Errors as Objects
Error handling is quite the bain of programmers. It is estimated that well over 60% of some programs is error handling code that contributes little to normal operation. Still, this code is required for the stability and robustness of software.
Error handling code has several tasks to perform when an error occurs:
- The state of the system should be restored to (ideally) pre-error conditions.
- The error should be logged with as much information as possible.
- A possible recovery action may need to be performed.
The first issue, restoring the state of the system is addressed by my other essays (see: Handling Allocation Errors). The other two issues, reporting and recovery are the subject of this essay.
As with most other system designs, error handling centers around data structure. In fact, applying traditional programming techniques (such as object-orientation) to error handling can greatly simplify code. Of course, as with all tradeoffs, this solution does have a snag. Namely, insufficient memory errors can not be handled with this technique and require a bit of special-case logic.
Error Information
Users get frustrated by software that reports an error without sufficient information to fix it.
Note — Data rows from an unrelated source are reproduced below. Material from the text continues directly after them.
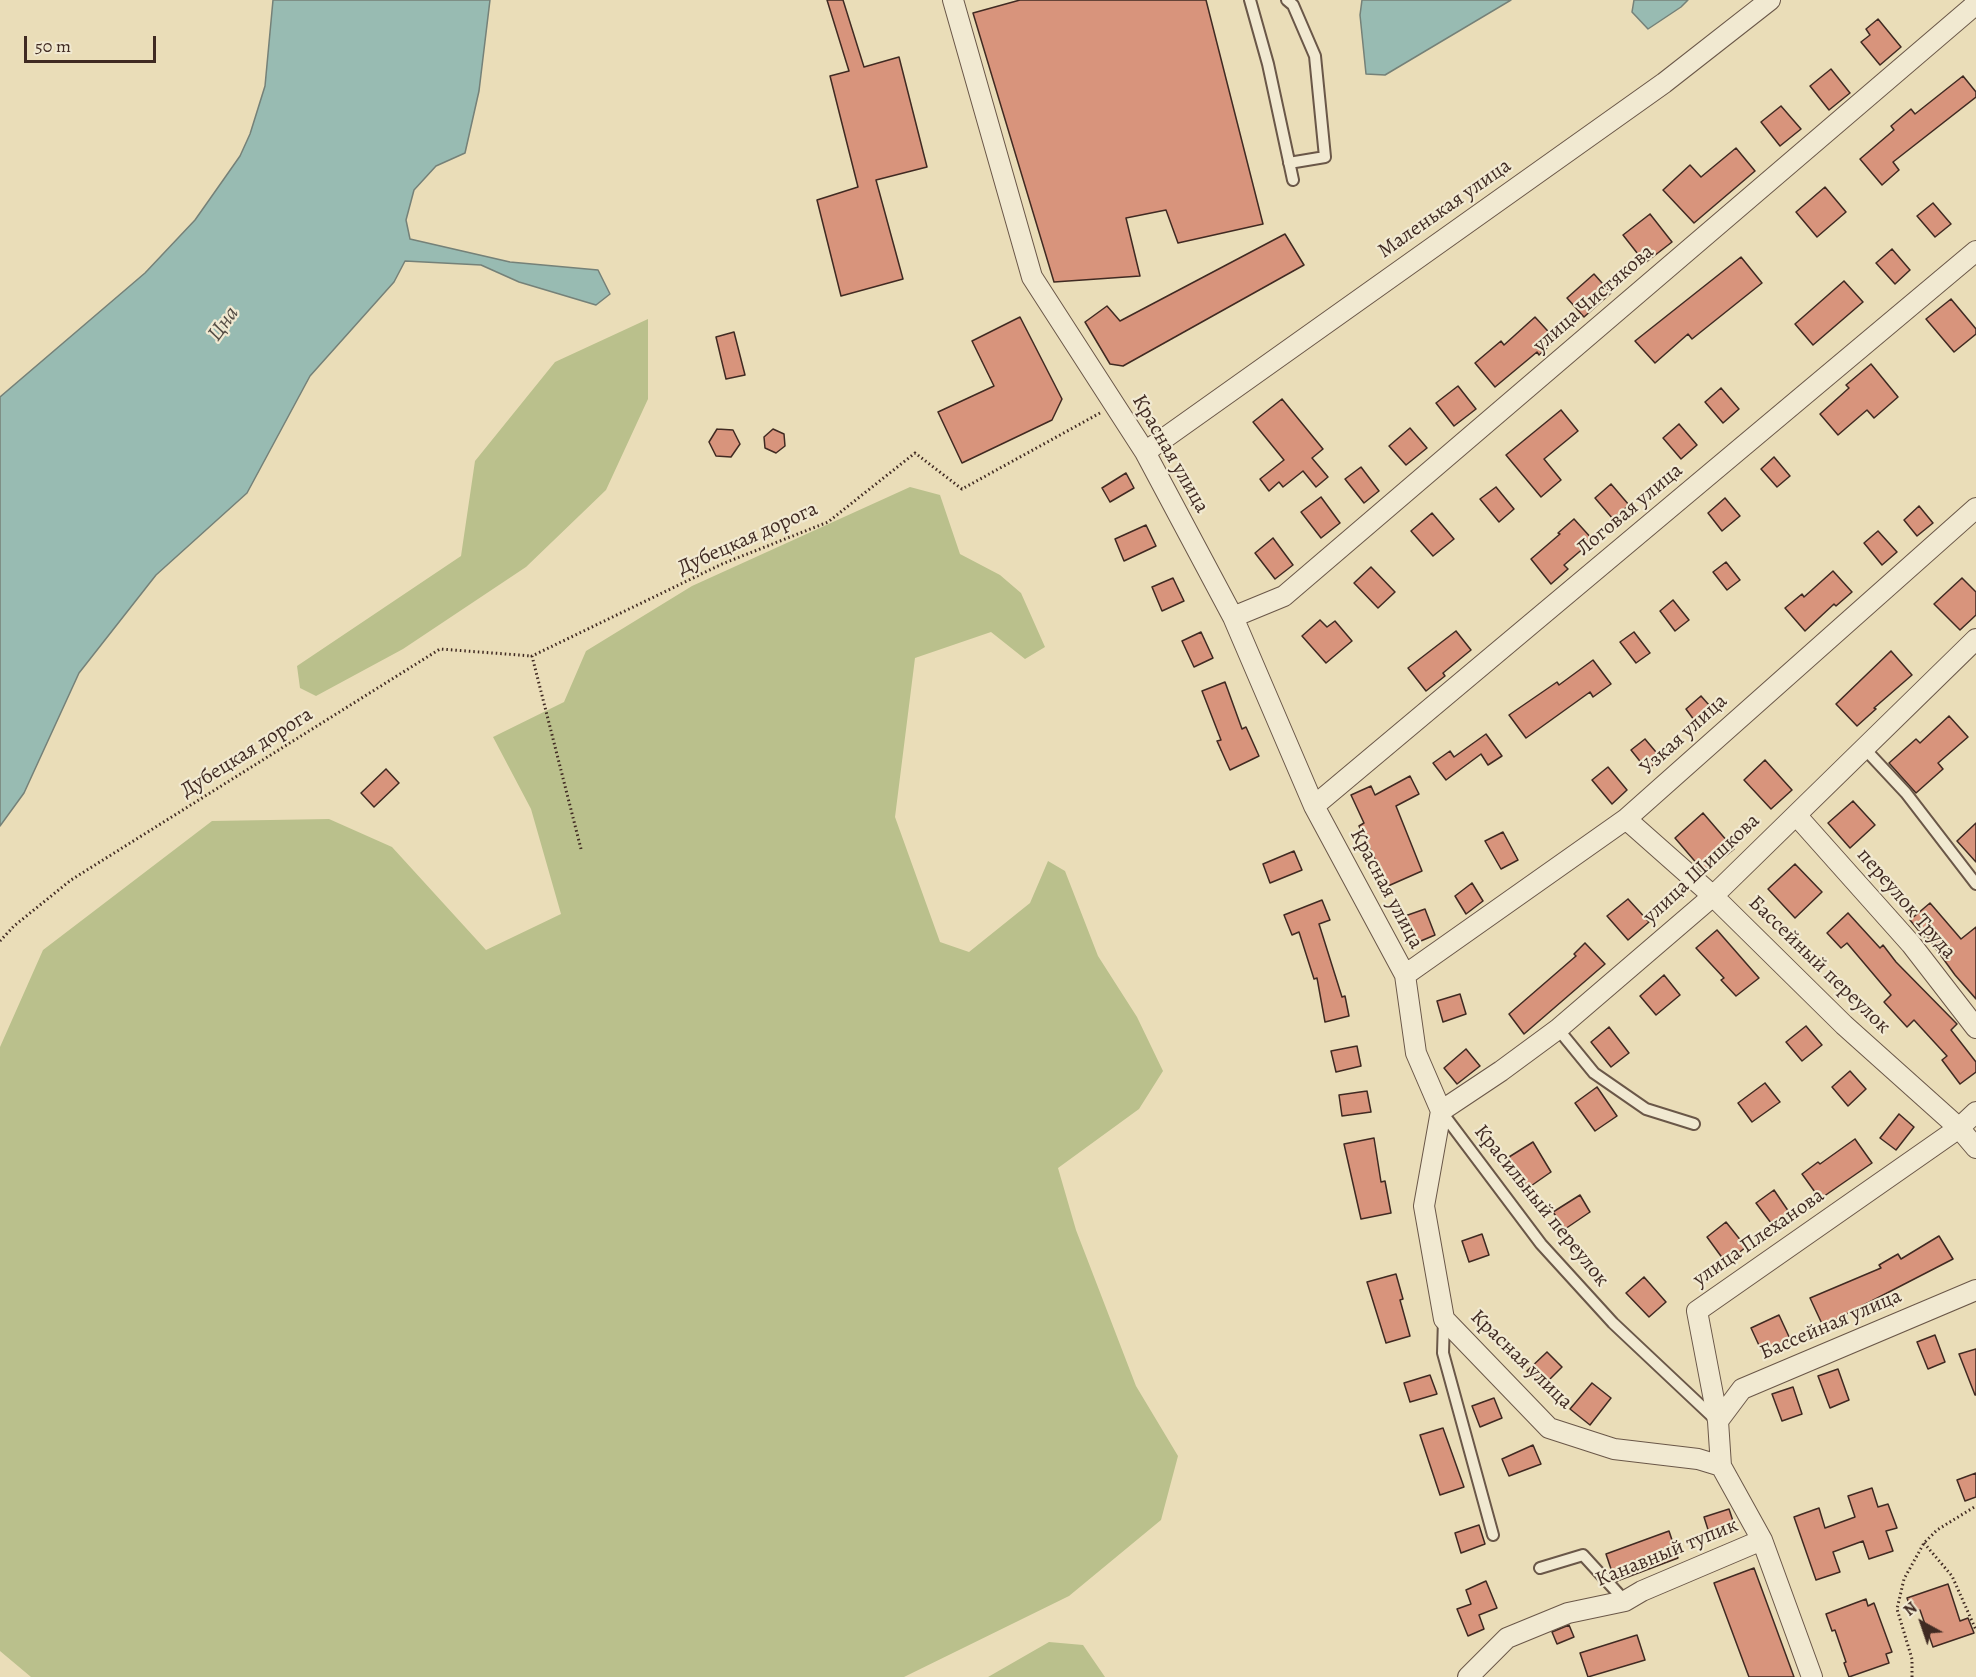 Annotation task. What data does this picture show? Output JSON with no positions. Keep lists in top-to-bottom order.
{
  "streets": {
    "street": [
      "Маленькая улица",
      "улица Чистякова",
      "Красная улица",
      "Логовая улица",
      "Узкая улица",
      "улица Шишкова",
      "переулок Труда",
      "Бассейный переулок",
      "улица Плеханова",
      "Бассейная улица",
      "Канавный тупик"
    ],
    "lane": ["Красильный переулок"],
    "path": ["Дубецкая дорога"]
  },
  "crossings": [
    ["Маленькая улица", "Красная улица"],
    ["улица Чистякова", "Красная улица"],
    ["Красная улица", "Логовая улица"],
    ["Красная улица", "Дубецкая дорога"],
    ["Красная улица", "Узкая улица"],
    ["Красная улица", "улица Шишкова"],
    ["Красная улица", "Красильный переулок"],
    ["Красная улица", "улица Плеханова"],
    ["Узкая улица", "Бассейный переулок"],
    ["улица Шишкова", "переулок Труда"],
    ["улица Шишкова", "Бассейный переулок"],
    ["улица Шишкова", "Красильный переулок"],
    ["Бассейный переулок", "улица Плеханова"],
    ["Красильный переулок", "улица Плеханова"],
    ["Красильный переулок", "Бассейная улица"],
    ["улица Плеханова", "Бассейная улица"]
  ],
  "water": ["Цна"],
  "scale_bar": "50 m",
  "north": "top left"
}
Developers would not tolerate a compiler that did not give errors with source line numbers at all, the same is true for any users of a system.
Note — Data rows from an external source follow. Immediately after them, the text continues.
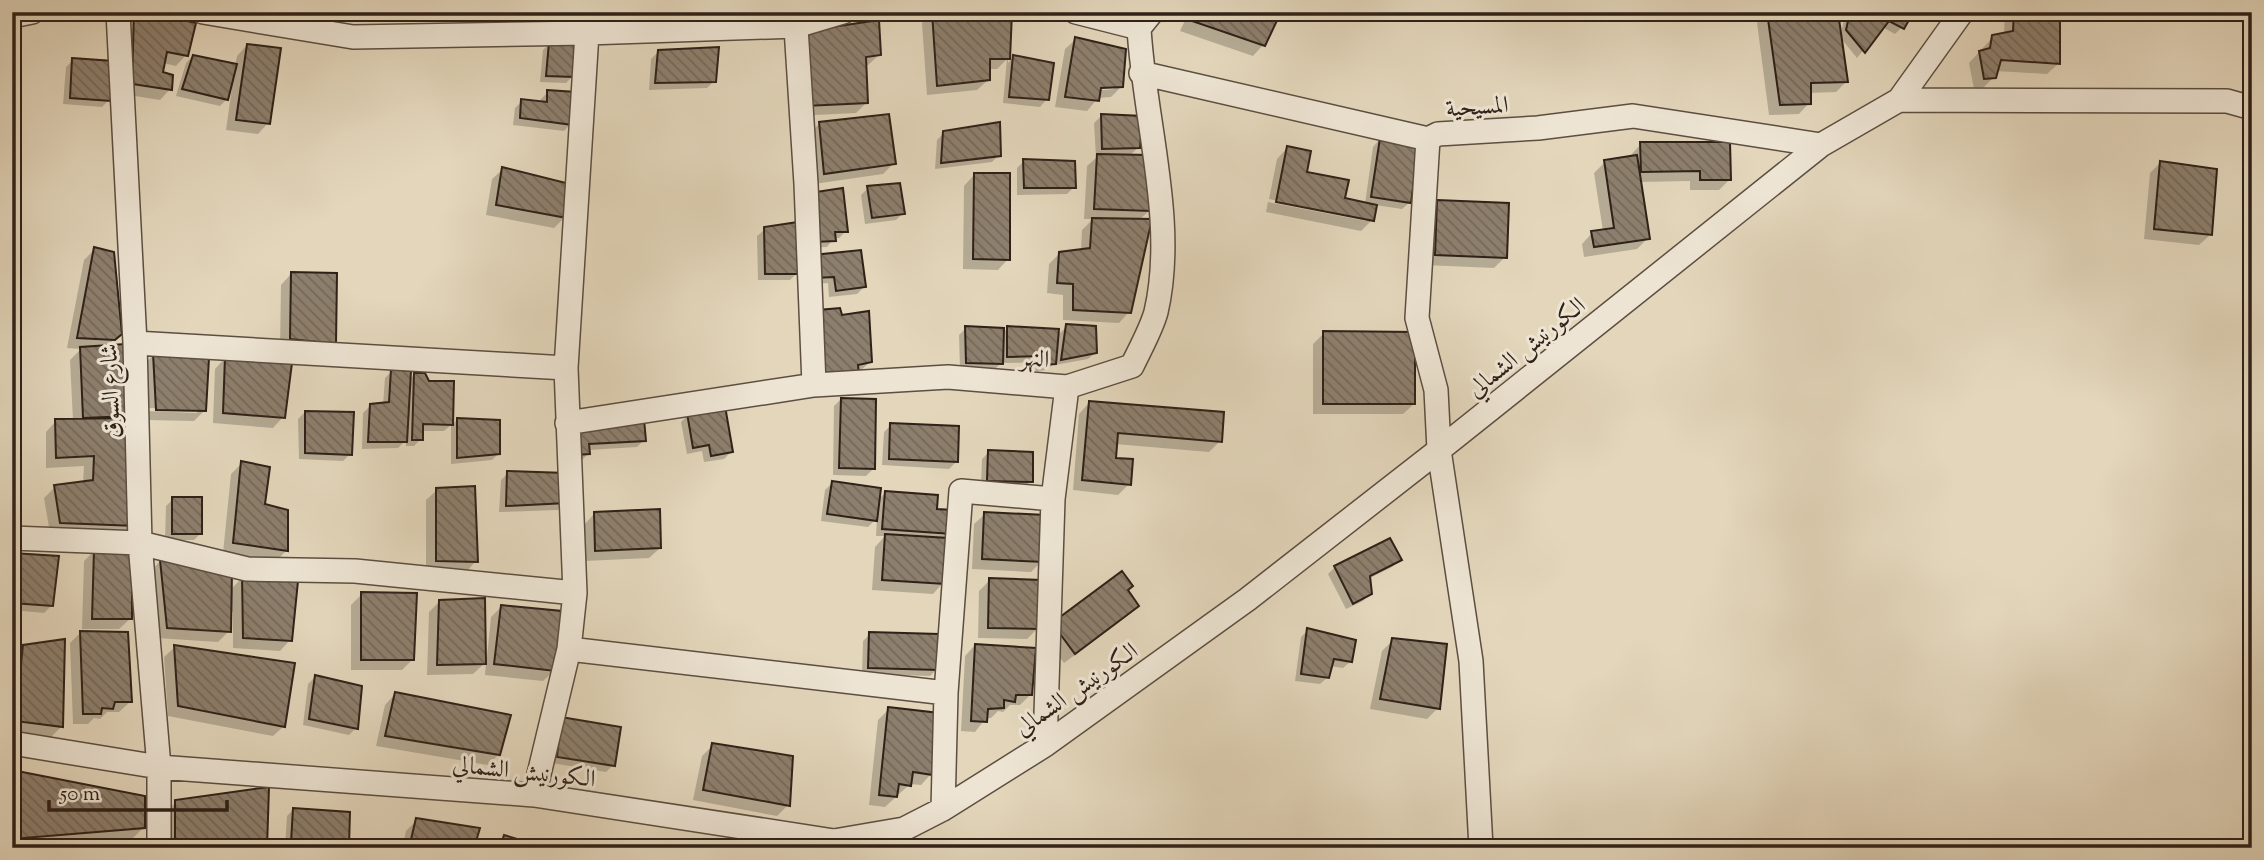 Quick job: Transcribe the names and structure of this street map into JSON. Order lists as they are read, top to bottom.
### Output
{
  "streets": {
    "street": [
      "المسيحية",
      "الكورنيش الشمالي",
      "النهر",
      "شارع السوق"
    ]
  },
  "crossings": [
    ["المسيحية", "الكورنيش الشمالي"],
    ["المسيحية", "النهر"],
    ["الكورنيش الشمالي", "شارع السوق"]
  ],
  "scale_bar": "50 m"
}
Like the answer to any question, an error should answer the six basic facts:
- Who
- What
- When
- Where
- Why
- How
It seems pretty obvious that this information can be bundled into an object (or record or structure) in the program to describe the error. This “error descriptor” object can be the basic unit of error information.
Coming up with a universal representation for these values can be an exercise in frustration; as always, the devil is in the details. Let us ignore this particular devil for the moment.
No other field can more aptly apply Murphy's law (That which can go wrong, will) than Computer Science. All too often, in processing an action or even handling a previous error will result in more errors. So “error descriptors” really should be linked together to form a chronological log of what went wrong during an operation.
Harsh Realities
Our error descriptor scheme is looking pretty good so far. We can certainly say we have the reporting task of error handling done. There is one case that is going to cause us some problems. Up to this point, we have just assumed that error objects can easily be allocated storage from the heap (or wherever dynamic memory can be obtained). One of the most common errors in systems that lack virtual memory is an insufficient memory condition.
This is where the blemish of a special-case comes in to the picture. We are really facing a chicken-and-egg problem: What to do when we have an error logging an error? The answer is that we log a special error that indicates we could not log any more errors due to memory conditions.
What this amounts to, programatically, is a single, global error descriptor that indicates an out-of-memory condition. This descriptor is special in that it is pre-allocated and can be linked into any error chain. Even this seemingly simple special casue is wraught with pitfalls.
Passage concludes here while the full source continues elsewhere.